Per 1 januari 2021 is de Wet aanpassing box 3 in werking getreden. Onderdeel van deze wet is een aanpassing in de vermogensuitvraag om te voorkomen dat de verhoging van het heffingvrije vermogen doorwerkt in het recht op, of de hoogte van, inkomensafhankelijke regelingen. Deze aanpassing heeft tot gevolg dat belastingplichtigen met een vermogen tussen € 31.140 en € 50.000 gevraagd wordt aangifte te doen in box 3, ook al zullen zij – vanwege de verhoging van het heffingvrije vermogen naar € 50.000 – geen belasting in box 3 verschuldigd zijn. Met deze vormgeving was het mogelijk om op korte termijn belastingplichtigen met kleinere vermogens tegemoet te komen zonder onbedoelde doorwerking naar inkomensafhankelijke regelingen. Daarbij heb ik wel aangegeven dat deze vormgeving van de vermogensuitvraag niet de ideale oplossing is voor de langere termijn, mede omdat deze bewerkelijk is voor de uitvoering. Tijdens de parlementaire behandeling van het pakket Belastingplan 2021 d.d. 11 november 2020 heb ik daarom toegezegd om voor box 3 te onderzoeken of een andere inrichting voor de huidige vermogensuitvraag mogelijk is, rekening houdend met eventuele uitvoeringsaspecten, en uw Kamer hierover in het voorjaar nader te informeren.

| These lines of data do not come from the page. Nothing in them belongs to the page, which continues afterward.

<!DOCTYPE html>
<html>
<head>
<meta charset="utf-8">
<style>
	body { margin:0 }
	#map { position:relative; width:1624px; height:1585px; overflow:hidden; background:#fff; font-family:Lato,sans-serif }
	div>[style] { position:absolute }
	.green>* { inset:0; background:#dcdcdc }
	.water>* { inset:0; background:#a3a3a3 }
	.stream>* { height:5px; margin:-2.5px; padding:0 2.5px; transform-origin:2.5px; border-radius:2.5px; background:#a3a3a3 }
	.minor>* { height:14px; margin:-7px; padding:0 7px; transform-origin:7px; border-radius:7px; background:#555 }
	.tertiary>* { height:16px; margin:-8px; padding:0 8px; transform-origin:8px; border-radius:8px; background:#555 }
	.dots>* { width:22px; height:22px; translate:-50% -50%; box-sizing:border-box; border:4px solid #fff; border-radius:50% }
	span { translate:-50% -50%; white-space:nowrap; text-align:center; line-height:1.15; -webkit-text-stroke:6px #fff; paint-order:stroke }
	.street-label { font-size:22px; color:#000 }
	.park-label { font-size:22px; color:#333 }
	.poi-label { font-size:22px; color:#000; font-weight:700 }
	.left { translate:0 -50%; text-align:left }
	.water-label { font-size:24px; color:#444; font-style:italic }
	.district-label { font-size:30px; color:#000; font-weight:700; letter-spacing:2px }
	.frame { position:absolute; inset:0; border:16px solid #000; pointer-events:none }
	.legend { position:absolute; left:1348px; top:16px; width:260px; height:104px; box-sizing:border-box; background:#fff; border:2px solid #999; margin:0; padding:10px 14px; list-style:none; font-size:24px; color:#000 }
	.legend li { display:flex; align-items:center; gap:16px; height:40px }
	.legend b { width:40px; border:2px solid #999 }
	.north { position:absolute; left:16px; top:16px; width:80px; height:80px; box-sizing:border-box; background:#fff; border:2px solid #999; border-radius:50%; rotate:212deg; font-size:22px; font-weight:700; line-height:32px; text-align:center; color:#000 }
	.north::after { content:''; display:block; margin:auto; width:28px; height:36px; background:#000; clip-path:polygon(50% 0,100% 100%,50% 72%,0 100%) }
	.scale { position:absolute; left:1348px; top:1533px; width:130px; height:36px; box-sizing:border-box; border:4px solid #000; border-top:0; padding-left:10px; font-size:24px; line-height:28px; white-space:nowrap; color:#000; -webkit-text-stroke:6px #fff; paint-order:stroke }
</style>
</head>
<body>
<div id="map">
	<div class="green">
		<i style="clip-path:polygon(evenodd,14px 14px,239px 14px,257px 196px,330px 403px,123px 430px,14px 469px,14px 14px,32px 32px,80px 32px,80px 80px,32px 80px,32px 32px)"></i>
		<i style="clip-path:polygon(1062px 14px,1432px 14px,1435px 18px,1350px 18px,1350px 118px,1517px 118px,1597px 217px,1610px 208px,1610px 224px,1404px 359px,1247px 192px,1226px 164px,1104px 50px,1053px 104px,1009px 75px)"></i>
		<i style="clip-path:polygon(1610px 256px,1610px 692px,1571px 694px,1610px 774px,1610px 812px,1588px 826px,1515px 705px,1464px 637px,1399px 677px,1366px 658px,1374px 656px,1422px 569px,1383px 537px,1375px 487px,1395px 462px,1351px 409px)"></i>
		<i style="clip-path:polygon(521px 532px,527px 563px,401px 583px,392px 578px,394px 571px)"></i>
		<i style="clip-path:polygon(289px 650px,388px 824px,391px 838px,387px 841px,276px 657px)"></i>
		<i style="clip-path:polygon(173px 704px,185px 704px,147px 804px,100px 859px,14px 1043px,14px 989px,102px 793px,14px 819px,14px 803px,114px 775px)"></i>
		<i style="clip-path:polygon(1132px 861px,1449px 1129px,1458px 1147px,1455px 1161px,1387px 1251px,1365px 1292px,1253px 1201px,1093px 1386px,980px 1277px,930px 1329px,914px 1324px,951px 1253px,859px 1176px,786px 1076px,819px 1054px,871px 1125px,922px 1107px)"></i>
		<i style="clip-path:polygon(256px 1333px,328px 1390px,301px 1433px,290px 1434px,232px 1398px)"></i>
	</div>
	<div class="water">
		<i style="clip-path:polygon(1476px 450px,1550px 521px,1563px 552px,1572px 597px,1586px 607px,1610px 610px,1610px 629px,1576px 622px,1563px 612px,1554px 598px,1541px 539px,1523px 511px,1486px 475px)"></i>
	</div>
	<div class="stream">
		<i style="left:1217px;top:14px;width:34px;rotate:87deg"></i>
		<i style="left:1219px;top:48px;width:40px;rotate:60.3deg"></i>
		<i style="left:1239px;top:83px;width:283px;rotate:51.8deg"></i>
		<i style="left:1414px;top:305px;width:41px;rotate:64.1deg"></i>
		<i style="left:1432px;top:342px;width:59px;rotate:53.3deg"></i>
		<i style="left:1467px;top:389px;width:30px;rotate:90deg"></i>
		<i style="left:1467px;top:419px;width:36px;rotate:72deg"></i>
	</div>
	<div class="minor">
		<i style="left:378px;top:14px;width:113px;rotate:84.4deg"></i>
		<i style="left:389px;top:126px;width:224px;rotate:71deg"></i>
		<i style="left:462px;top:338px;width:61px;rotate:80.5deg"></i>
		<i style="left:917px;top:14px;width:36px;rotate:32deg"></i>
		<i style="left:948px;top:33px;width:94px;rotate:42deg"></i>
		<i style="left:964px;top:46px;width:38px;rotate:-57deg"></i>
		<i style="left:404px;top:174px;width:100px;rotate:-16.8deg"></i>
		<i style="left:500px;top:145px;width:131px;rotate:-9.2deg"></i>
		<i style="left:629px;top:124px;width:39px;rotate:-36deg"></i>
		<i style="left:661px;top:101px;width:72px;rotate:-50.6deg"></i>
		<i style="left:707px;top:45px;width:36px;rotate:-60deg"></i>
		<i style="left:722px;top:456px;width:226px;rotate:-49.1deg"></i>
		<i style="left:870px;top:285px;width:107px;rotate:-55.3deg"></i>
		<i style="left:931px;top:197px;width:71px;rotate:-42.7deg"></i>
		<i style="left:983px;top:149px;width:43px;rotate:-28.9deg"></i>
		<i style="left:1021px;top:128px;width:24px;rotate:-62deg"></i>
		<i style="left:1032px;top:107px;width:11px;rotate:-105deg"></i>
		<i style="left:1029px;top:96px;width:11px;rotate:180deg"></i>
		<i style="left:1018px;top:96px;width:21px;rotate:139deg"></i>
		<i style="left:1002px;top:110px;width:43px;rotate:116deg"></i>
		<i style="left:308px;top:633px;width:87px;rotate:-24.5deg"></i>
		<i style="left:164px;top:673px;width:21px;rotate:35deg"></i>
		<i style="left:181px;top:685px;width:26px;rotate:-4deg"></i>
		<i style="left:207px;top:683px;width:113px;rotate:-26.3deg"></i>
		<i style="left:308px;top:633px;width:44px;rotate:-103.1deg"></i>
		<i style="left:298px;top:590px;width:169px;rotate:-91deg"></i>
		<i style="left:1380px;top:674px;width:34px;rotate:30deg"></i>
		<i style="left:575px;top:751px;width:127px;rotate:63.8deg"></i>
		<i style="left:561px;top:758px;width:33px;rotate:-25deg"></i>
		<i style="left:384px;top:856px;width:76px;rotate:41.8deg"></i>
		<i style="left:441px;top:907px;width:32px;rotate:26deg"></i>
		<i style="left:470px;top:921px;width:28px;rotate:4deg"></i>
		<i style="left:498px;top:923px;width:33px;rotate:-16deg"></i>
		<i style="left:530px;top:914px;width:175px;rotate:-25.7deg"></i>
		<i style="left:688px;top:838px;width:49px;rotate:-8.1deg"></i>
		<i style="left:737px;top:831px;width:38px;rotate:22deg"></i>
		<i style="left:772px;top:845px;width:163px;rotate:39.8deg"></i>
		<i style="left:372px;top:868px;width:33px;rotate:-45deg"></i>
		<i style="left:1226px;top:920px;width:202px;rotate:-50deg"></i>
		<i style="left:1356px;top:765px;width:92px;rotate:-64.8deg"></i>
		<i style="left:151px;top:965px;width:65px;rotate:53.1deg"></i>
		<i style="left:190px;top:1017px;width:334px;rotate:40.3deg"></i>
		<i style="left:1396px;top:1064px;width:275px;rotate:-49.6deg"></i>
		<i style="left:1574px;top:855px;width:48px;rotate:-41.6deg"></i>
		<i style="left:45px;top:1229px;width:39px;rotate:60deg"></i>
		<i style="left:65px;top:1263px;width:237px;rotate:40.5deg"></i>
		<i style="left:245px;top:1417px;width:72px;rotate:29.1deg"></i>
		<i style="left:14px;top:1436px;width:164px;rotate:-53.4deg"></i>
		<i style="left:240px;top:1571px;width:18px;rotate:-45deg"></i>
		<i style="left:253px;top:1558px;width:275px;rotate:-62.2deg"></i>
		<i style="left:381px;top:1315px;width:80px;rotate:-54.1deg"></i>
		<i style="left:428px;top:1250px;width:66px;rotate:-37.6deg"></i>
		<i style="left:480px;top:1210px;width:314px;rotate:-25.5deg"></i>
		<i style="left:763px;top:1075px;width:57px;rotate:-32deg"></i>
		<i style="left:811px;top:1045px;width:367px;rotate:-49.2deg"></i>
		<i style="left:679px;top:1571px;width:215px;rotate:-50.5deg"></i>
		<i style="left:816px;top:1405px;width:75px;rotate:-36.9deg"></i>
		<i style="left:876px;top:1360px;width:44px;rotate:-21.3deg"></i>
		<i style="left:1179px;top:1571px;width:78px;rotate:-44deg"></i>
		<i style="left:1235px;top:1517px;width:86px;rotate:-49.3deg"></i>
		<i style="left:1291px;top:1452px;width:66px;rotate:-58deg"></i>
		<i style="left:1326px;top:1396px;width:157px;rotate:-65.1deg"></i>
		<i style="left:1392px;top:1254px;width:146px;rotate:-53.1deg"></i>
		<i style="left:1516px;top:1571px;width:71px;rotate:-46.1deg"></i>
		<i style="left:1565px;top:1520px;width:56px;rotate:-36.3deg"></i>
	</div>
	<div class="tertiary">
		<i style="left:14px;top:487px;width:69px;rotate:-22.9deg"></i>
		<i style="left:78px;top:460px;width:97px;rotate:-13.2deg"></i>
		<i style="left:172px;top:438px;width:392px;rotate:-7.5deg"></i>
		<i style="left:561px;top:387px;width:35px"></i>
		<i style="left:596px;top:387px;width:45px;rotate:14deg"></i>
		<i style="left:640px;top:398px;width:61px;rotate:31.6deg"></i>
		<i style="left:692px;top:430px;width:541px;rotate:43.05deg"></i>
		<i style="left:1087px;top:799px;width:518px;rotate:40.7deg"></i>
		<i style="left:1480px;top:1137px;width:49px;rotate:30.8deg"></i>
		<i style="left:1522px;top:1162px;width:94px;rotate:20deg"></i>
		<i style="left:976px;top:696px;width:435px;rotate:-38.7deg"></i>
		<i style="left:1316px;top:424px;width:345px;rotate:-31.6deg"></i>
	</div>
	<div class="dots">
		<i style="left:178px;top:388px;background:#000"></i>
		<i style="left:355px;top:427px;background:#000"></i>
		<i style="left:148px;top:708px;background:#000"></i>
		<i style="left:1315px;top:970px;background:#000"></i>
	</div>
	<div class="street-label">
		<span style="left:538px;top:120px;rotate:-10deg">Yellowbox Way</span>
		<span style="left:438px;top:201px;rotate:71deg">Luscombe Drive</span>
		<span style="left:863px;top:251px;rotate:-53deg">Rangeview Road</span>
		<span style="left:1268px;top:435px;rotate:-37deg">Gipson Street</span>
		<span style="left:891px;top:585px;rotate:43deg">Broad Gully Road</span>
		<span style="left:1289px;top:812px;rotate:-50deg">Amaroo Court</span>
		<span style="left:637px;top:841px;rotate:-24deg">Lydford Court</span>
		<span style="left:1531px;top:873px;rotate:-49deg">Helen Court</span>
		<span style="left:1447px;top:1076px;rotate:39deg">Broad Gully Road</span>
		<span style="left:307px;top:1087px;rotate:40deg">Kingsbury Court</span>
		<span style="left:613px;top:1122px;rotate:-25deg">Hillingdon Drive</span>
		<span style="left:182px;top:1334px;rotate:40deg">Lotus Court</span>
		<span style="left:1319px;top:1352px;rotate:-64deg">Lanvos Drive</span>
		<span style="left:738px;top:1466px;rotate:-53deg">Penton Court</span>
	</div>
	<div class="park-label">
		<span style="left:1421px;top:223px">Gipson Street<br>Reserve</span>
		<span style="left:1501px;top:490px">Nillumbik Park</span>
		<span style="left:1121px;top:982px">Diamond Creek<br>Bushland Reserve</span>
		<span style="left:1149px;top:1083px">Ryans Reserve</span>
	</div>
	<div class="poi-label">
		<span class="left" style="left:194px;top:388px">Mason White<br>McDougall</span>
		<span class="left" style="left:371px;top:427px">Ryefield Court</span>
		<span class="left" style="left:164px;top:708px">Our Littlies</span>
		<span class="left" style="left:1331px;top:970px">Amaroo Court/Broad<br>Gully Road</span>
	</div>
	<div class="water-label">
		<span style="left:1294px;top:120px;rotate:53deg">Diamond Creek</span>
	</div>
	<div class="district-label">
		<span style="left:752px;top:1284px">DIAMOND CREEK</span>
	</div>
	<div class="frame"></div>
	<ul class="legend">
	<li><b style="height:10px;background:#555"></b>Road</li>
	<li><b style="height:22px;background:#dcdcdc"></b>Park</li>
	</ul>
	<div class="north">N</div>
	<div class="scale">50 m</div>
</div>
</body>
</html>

Het onderzoek over de vermogensuitvraag heeft laten zien dat de Belastingdienst op basis van de huidige wettelijke regeling ermee bezig is om een werkbaar systeem te bouwen waarmee de nieuwe vorm van de vermogensuitvraag correct en betrouwbaar uitgevoerd kan worden. Een andere vormgeving van de vermogensuitvraag is dan op korte termijn ook niet op voorhand noodzakelijk. Verder hangt een wijziging van de manier waarop het vermogen wordt uitgevraagd sterk samen met de vormgeving van box 3 in de toekomst. Om die reden adviseer ik het volgende kabinet om dit vraagstuk niet als een afzonderlijk traject te beschouwen en dit nadrukkelijk te betrekken in de overwegingen met betrekking tot de toekomstige vormgeving van box 3.

Tot slot

Zoals gezegd bestaat er in uw Kamer een brede wens om de huidige forfaitaire box 3-heffing om te zetten in een heffing over het werkelijk behaalde rendement. Daarbij is in uw Kamer ook vaak aangegeven dat een heffing over het werkelijk behaalde rendement niet op korte termijn haalbaar is. Eventuele tijdelijke regelingen of aanpassingen om tegemoet te komen aan (een deel van) de belastingplichtigen in box 3 blijken juridisch niet houdbaar of zijn als onevenwichtig beoordeeld. Positief is wel dat de resultaten uit het onderzoek van PwC een beter perspectief bieden op de mogelijkheden voor een stelsel naar werkelijk rendement. Het volgende kabinet zou daarom – in lijn met de wens van uw Kamer en mede op basis van de recente onderzoeksresultaten – een stelsel naar werkelijk rendement nader uit kunnen werken en doorlichten op alle relevante aspecten zoals haalbaarheid, uitvoerbaarheid, complexiteit en beheersing van ontwijkingsmogelijkheden. Op basis daarvan zou vervolgens het gesprek met uw Kamer verder gevoerd kunnen worden. Op deze wijze kan deze breed gedragen wens wellicht ook uitmonden in een breed gedragen voorstel.